Fig. 8. BCR signaling defects in HC donor B cells expressing the Δ19 PLC-γ2 variant are similar to those in HC donor B cells expressing the Δ20–22 PLC-γ2 variant

(A) B cells transfected with plasmids expressing either WT PLCγ2-GFP or Δ19 PLCγ2-GFP were analyzed by flow cytometry to determine the cell surface abundance of the BCR. Flow cytometry profiles are representative of three independent experiments. (B) B cells transfected with plasmid expressing either WT PLCγ2-GFP or Δ19 PLCγ2-GFP were incubated on anti-IgM–coated bilayers, and Ca²⁺ flux in the cells was monitored as described earlier. Data are means ± SEM from 10 (WT) and 14 (Δ19) cells. (C to F) B cells transfected with plasmids expressing either WT PLC-γ2-GFP or Δ19 PLC-γ2-GFP were placed on anti-IgM bilayers and analyzed by time-lapse, live-cell TIRF microscopy. (C) Quantification of the MFI of the PLC-γ2-GFP in the contact area of the indicated B cells over time. Data are means ± SEM from 18 (WT) and 16 (Δ19) cells. (D) Pearson’s colocalization coefficients between BCR and PLC-γ2 in the indicated cells over time were determined. Data are means ± SEM from 18 (WT) and 19 (Δ19) cells. Each data point represents the value obtained from a single cell analyzed in one of three independent experiments.
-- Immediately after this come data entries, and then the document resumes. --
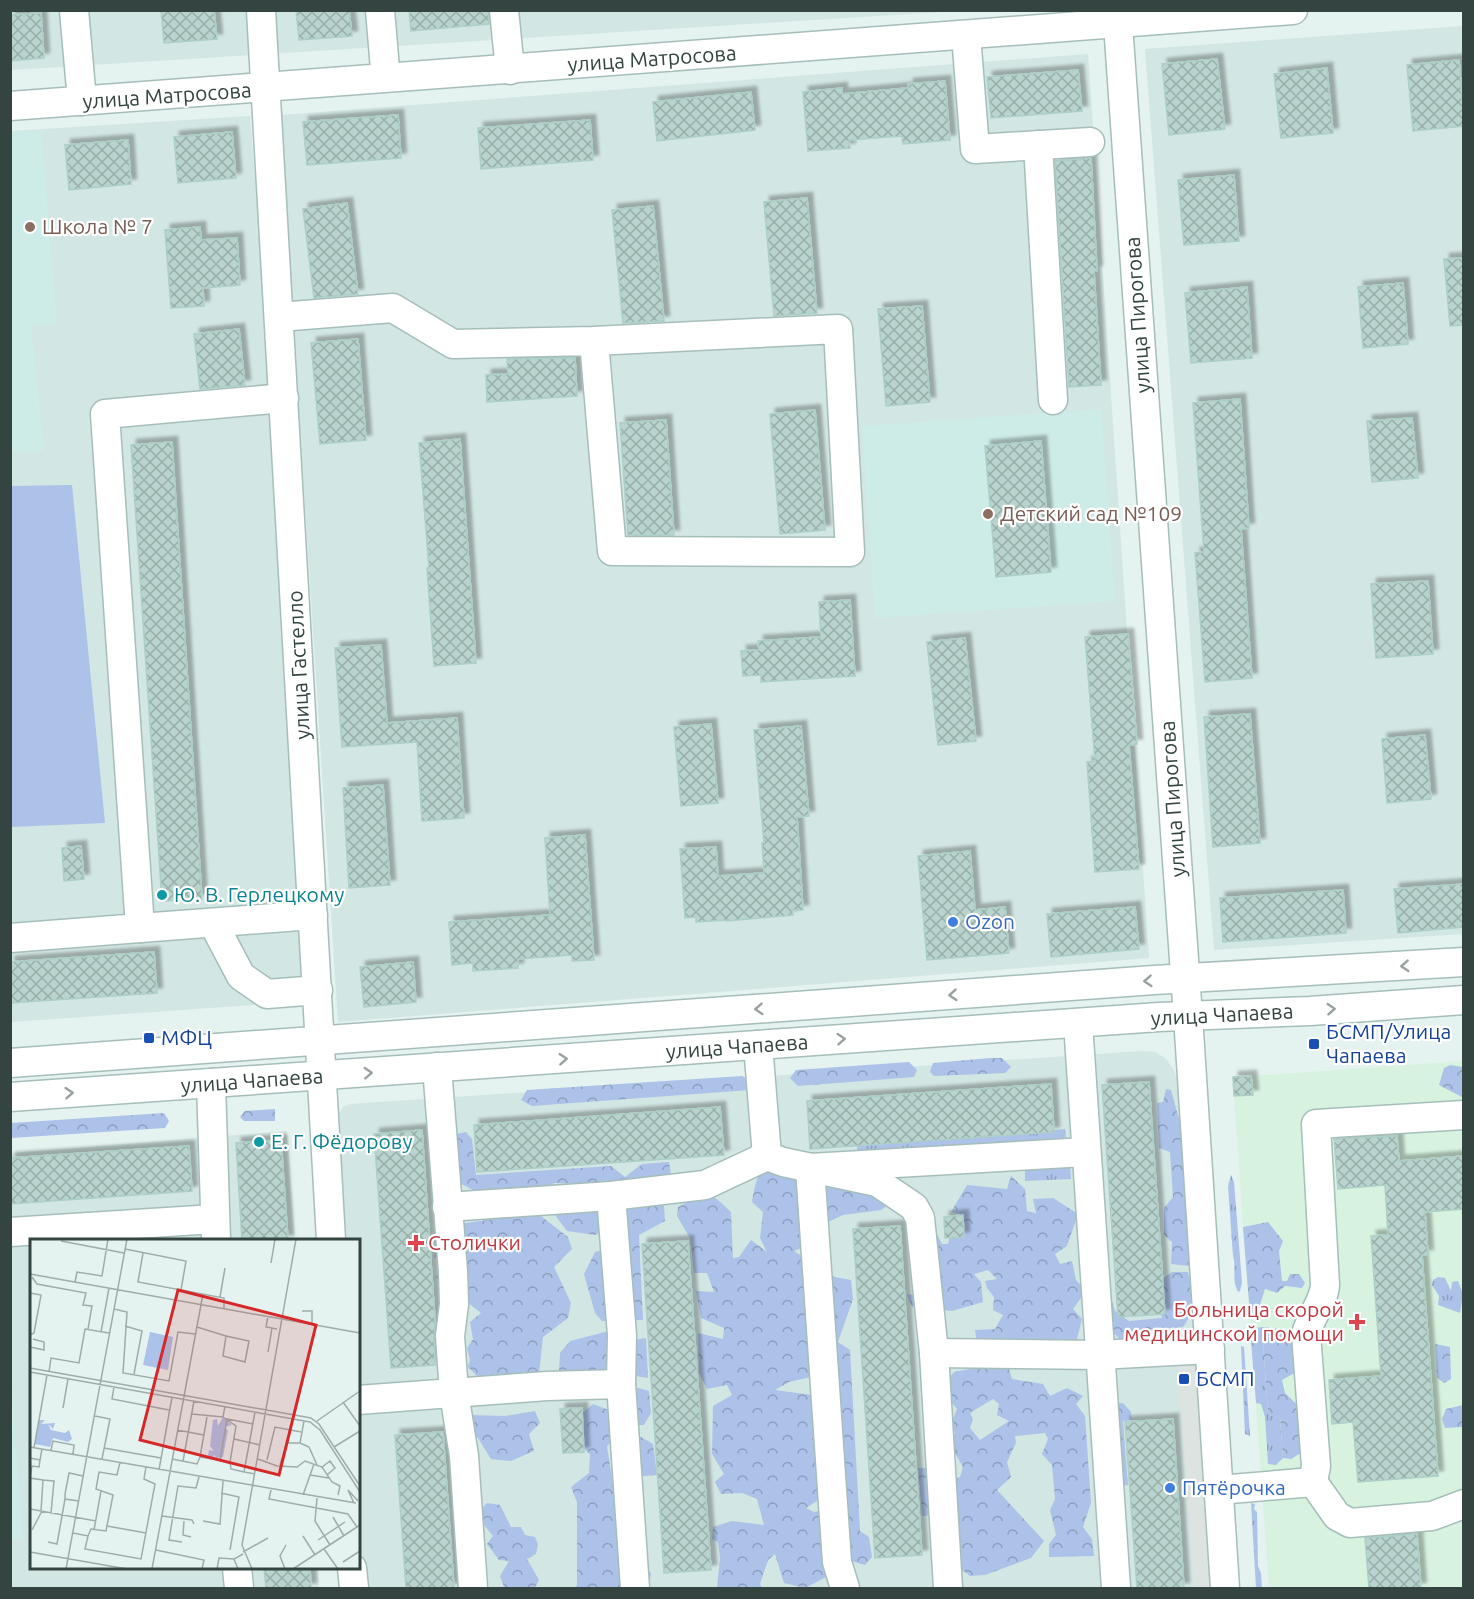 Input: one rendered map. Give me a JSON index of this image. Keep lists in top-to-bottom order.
{
  "streets": {
    "street": [
      "улица Матросова",
      "улица Пирогова",
      "улица Гастелло",
      "улица Чапаева"
    ]
  },
  "crossings": [
    ["улица Матросова", "улица Пирогова"],
    ["улица Матросова", "улица Гастелло"],
    ["улица Пирогова", "улица Чапаева"],
    ["улица Гастелло", "улица Чапаева"]
  ],
  "places": {
    "other": [
      "Школа № 7",
      "Детский сад №109",
      "Ю. В. Герлецкому",
      "Ozon",
      "Е. Г. Фёдорову",
      "Пятёрочка"
    ],
    "transit": ["МФЦ", "БСМП/Улица Чапаева", "БСМП"],
    "health": ["Столички", "Больница скорой медицинской помощи"]
  }
}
Statistical significance was determined by ANOVA. Quantification of (E) the size of the contact area and (F) the normalized MFI of the BCR within the contact area. Data are means ± SEM from 18 (WT) and 24 (Δ19) cells. Two tailed student’s t tests were performed for statistical comparisons, and P values are provided at the indicated times in the inset.

Fig. 9. Spatial and temporal dysregulation of pCbl in B cells expressing the Δ20–22 variant PLC-γ2-GFP

(A and B) Human B cells transfected with plasmids expressing either WT PLC-γ2-GFP or Δ20–22 PLC-γ2-GFP were labeled with DyLight 649-Fab anti-IgM, placed on anti-IgM bilayers for 5 or 15 min, fixed, stained with antibody specific for pCbl (Tyr⁷⁰⁰), and imaged by TIRF microscopy. (A) Representative TIRF images for the BCR (red) and pCbl (green), as well as merged images are shown. (B) Left: Means ± SEM of the MFI of pCbl. Right: Pearson’s colocalization coefficients for the BCR and pCbl. Each data point represents the values from a cell analyzed in one of two independent experiments. Statistical analysis was performed by ANOVA.